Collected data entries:
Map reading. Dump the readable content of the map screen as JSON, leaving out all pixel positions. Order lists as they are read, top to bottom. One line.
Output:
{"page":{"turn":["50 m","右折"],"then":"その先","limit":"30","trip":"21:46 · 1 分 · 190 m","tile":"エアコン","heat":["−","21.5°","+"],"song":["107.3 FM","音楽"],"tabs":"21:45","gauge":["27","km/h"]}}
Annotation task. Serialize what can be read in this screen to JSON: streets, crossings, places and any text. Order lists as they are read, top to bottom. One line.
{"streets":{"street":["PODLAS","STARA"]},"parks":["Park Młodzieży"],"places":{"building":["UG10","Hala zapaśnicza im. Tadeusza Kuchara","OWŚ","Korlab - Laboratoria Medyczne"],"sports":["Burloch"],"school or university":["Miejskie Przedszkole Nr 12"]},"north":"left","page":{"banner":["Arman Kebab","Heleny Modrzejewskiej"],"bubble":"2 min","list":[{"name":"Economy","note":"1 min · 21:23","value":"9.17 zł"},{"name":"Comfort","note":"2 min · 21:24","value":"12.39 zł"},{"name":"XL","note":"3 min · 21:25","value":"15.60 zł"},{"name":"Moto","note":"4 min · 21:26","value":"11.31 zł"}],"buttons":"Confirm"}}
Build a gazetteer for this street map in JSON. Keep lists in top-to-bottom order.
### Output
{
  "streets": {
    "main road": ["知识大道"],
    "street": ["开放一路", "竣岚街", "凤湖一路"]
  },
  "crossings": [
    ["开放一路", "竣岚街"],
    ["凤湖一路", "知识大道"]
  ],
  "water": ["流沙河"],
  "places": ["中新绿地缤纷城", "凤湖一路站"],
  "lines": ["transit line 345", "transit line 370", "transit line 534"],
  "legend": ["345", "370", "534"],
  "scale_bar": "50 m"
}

**Exercise description**:
The data must be printed verbatim, line by line.

**Result**:
Map reading. Dump the readable content of the map screen as JSON, leaving out all pixel positions. Order lists as they are read, top to bottom. One line.
Output:
{"page":{"turn":["50 m","右折"],"then":"その先","limit":"30","trip":"21:46 · 1 分 · 190 m","tile":"エアコン","heat":["−","21.5°","+"],"song":["107.3 FM","音楽"],"tabs":"21:45","gauge":["27","km/h"]}}
Annotation task. Serialize what can be read in this screen to JSON: streets, crossings, places and any text. Order lists as they are read, top to bottom. One line.
{"streets":{"street":["PODLAS","STARA"]},"parks":["Park Młodzieży"],"places":{"building":["UG10","Hala zapaśnicza im. Tadeusza Kuchara","OWŚ","Korlab - Laboratoria Medyczne"],"sports":["Burloch"],"school or university":["Miejskie Przedszkole Nr 12"]},"north":"left","page":{"banner":["Arman Kebab","Heleny Modrzejewskiej"],"bubble":"2 min","list":[{"name":"Economy","note":"1 min · 21:23","value":"9.17 zł"},{"name":"Comfort","note":"2 min · 21:24","value":"12.39 zł"},{"name":"XL","note":"3 min · 21:25","value":"15.60 zł"},{"name":"Moto","note":"4 min · 21:26","value":"11.31 zł"}],"buttons":"Confirm"}}
Build a gazetteer for this street map in JSON. Keep lists in top-to-bottom order.
### Output
{
  "streets": {
    "main road": ["知识大道"],
    "street": ["开放一路", "竣岚街", "凤湖一路"]
  },
  "crossings": [
    ["开放一路", "竣岚街"],
    ["凤湖一路", "知识大道"]
  ],
  "water": ["流沙河"],
  "places": ["中新绿地缤纷城", "凤湖一路站"],
  "lines": ["transit line 345", "transit line 370", "transit line 534"],
  "legend": ["345", "370", "534"],
  "scale_bar": "50 m"
}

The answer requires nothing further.